Mayor: Air unhealthy after residents ignore burn bans
FAIRBANKS, Alaska (AP) — Low compliance with restrictions on burning wood and coal has been preventing the Fairbanks North Star Borough from hitting federal air standards, Mayor Karl Kassel said.
Kassel said on Wednesday he has planned a series of town hall meetings to educate residents on the community’s air, the Fairbanks Daily News-Miner reported .
The borough has called for 16 burn bans this winter. Kassel said air has improved, but the level of pollution is still far above federal standards aimed at protecting human health.
The borough has issued more than 100 warning letters to residents suspected of flouting burning restrictions, Kassel said.

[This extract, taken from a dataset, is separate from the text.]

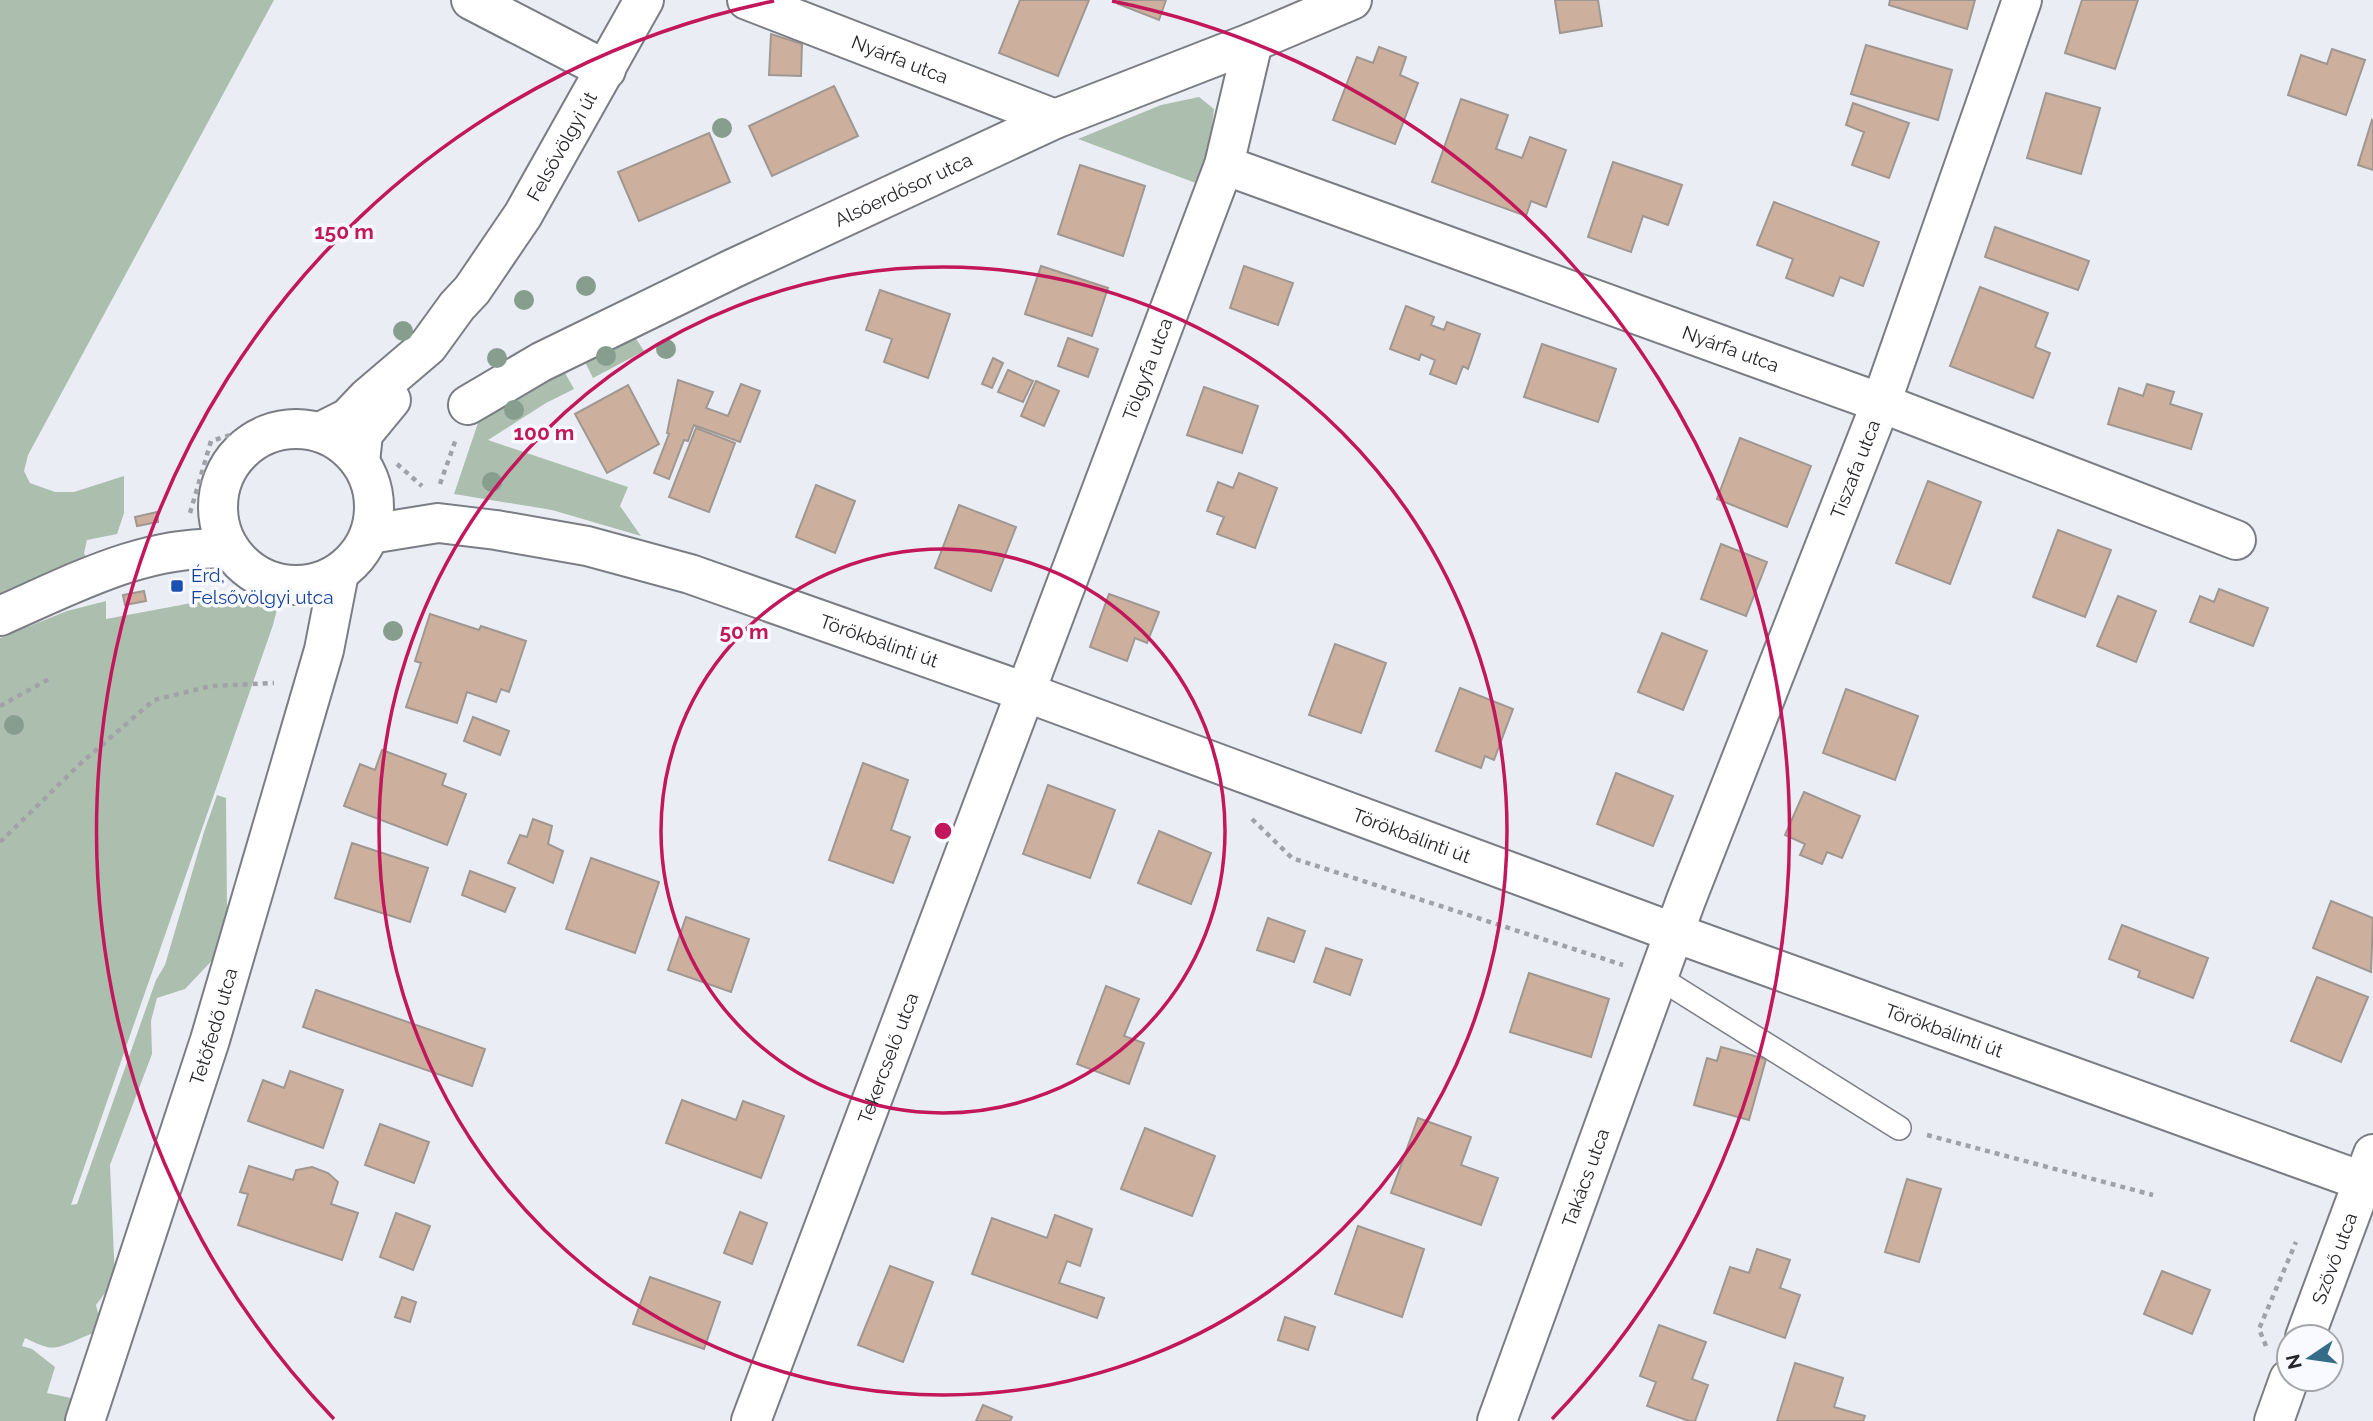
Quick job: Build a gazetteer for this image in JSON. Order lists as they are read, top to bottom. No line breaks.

“There are a lot of folks that have been ignoring this situation,” Kassel said. “People have been ignoring it because they have busy lives. I get that. But it’s time that folks really do need to understand what is going on and help us take some corrective action.”
Decades of scientific research has revealed a connection between the particular pollution the borough faces and various heart and lung illnesses. The pollution has come from a fine particulate that is a byproduct of wood smoke, among other sources.
The U.S. Environmental Protection Agency put the borough on notice to reduce the levels of the particulate.
The first town hall meeting is planned for Jan. 30 at the North Pole Branch Library.
“The air quality numbers are the highest in North Pole,” Kassel said, “so we wanted to start out there.”